Il Primato del Gioberti - oggi poco letto e poco curato e che tornerà, io lo credo fermamente, nel dovuto onore fra i libri indispensabili al nazionale insegnamento - qual pur esso si sia, e con tutte le esagerazioni e gli errori che in sé racchiude, è proprio il grido della coscienza di un popolo che, virtualmente è già rigenerato e risorto e il quale, volgendo gli occhi della mente e del cuore al gloriosissimo suo passato, è pronto a frangere i ceppi della servitù, per avviarsi, fidente nelle sue forze, verso un glorioso avvenire.

E siccome il Gioberti è cristiano, è cattolico, è credente profondamente convinto, cosi egli vede una delle più fulgide glorie italiane nel Papato: quindi nel Papato spera e a lui affida l’opera della rigenerazione civile d’Italia. Utopia e visione di un’anima santamente entusiasta, che avranno, fra breve, una solenne smentita dai fatti e svaniranno, e si dilegueranno da quella stessa mente che le aveva concepite: ma utopia e visione alte e generose, le quali, nel loro stesso vanire, recheranno agl’Italiani grandissimo beneficio, illuminandoli sulla vera indole del Papato, istituzione essenzialmente dogmatica e perciò incompatibile con la scienza, istituzione essenzialmente universale e perciò non suscettibile di impronta italiana e di affetto nazionale.

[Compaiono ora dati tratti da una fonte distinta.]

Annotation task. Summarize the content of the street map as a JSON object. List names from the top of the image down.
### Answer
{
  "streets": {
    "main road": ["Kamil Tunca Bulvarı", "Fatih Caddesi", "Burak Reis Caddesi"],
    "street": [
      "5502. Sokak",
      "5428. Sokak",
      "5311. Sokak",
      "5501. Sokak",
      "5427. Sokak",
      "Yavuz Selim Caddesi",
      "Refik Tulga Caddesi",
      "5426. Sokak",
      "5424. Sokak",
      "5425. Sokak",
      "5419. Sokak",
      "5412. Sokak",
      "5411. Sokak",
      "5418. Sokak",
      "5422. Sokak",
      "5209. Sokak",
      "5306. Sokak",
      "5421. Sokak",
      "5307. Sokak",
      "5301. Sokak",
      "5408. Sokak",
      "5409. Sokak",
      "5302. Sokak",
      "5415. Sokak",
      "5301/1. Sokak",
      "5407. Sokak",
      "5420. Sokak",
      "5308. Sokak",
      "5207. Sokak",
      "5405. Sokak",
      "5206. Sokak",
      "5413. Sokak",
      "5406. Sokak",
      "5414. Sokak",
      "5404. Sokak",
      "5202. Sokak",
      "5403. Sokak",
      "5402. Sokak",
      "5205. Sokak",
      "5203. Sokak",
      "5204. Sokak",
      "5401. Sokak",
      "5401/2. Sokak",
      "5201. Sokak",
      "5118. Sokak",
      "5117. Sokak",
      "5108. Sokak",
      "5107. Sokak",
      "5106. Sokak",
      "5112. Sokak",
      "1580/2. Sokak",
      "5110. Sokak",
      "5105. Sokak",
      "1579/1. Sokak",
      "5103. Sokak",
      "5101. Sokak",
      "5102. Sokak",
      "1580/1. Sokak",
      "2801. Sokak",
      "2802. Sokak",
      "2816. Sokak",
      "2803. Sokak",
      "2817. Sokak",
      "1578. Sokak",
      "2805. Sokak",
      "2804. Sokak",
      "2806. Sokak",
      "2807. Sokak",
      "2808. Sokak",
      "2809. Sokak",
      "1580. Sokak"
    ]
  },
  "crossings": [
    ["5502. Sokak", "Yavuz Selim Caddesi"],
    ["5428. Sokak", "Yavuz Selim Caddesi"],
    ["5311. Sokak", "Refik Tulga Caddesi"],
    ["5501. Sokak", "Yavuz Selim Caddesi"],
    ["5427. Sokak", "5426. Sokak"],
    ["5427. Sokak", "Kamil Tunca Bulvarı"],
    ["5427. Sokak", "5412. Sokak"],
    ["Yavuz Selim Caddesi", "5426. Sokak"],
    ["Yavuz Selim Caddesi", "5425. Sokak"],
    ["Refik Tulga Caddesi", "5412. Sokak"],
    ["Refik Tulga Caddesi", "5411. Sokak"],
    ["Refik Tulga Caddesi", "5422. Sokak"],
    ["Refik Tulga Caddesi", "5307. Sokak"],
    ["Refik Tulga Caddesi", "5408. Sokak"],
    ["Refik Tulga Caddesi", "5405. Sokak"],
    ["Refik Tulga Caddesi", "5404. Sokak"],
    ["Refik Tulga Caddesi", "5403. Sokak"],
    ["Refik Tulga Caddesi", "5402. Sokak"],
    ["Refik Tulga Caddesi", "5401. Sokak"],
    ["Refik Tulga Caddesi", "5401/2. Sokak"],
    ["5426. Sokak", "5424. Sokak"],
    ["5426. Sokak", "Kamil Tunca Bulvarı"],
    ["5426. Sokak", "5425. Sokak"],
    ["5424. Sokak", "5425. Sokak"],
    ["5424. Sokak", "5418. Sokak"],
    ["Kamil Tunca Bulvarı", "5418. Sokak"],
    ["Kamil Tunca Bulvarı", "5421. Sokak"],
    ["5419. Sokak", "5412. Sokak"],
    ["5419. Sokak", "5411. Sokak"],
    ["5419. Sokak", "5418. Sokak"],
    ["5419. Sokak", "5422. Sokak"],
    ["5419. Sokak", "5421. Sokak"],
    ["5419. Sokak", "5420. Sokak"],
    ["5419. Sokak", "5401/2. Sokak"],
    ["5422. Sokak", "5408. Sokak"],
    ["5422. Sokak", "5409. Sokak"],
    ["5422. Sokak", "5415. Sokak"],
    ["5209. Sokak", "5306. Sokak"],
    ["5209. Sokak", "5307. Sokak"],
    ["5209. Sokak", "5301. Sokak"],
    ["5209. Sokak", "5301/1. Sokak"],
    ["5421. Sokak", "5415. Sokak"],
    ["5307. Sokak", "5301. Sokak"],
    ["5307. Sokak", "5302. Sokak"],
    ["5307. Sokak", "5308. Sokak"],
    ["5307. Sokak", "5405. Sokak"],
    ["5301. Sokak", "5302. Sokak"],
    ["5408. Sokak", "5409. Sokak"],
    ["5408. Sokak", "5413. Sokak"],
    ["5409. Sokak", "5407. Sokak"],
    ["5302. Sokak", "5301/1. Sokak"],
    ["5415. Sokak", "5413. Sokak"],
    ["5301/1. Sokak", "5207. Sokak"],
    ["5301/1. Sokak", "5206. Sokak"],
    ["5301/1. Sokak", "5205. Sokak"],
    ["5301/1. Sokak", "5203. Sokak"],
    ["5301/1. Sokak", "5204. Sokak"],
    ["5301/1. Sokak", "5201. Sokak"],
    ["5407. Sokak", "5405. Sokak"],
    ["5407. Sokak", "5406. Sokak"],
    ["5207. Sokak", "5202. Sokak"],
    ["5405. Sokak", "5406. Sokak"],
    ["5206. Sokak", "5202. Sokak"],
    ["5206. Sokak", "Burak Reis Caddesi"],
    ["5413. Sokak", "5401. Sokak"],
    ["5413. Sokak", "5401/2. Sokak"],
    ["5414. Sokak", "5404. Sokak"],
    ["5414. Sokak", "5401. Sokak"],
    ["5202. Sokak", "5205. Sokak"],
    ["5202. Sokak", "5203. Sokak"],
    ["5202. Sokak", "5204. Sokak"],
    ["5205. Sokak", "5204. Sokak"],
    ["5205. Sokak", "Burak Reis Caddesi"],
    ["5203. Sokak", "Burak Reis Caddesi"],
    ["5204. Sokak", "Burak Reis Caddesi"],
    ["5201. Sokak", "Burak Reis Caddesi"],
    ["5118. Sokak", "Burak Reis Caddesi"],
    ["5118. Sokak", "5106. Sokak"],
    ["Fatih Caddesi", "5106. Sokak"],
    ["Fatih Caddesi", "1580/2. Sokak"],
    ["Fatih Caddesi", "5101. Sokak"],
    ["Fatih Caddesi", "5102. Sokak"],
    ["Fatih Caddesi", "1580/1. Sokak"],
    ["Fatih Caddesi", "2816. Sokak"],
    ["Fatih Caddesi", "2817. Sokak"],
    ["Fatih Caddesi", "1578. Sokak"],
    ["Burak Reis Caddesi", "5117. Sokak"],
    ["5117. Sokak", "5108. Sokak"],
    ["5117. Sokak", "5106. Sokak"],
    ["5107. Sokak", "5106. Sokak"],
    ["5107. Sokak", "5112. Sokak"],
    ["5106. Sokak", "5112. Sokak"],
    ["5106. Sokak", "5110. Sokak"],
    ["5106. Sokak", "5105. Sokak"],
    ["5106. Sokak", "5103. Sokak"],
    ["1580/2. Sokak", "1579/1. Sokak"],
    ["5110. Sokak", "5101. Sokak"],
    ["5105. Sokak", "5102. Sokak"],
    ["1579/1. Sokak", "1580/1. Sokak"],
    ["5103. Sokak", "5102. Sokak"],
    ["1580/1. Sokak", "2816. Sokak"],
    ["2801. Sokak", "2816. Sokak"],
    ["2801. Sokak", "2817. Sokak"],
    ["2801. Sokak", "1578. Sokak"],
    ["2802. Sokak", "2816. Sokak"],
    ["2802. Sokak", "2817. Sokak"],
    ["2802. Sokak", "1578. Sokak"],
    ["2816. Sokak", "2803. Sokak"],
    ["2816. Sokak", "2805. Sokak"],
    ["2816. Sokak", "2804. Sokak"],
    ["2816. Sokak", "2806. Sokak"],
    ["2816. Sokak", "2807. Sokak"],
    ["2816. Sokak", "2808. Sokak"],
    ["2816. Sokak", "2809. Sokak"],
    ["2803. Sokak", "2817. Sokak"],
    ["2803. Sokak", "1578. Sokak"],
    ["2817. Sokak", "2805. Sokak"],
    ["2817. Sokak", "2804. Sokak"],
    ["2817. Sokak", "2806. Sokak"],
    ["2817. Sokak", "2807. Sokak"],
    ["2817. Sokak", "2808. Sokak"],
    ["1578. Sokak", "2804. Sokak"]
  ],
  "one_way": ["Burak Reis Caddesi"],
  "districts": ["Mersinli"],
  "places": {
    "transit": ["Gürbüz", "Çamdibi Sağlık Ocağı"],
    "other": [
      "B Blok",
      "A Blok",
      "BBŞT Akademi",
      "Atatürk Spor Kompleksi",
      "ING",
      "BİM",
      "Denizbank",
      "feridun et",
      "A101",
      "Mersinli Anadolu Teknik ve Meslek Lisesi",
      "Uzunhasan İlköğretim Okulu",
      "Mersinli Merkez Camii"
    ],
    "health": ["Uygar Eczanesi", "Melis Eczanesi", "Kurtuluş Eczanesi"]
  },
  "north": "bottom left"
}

E il Gioberti, convinto di tutto ciò dalla dura esperienza dei fatti, con esempio rarissimo ed ammirevole fra i creatori di sistemi e di dottrine, si disdisse, si corresse e additò agi’ Italiani la nuova via da seguire nel Rinnovamento, profetando, nel 1851, la fine del potere temporale, l’unità nazionale con Roma capitale e sede, al tempo stesso, del capo dello Stato e del capo del Cattolicismo1.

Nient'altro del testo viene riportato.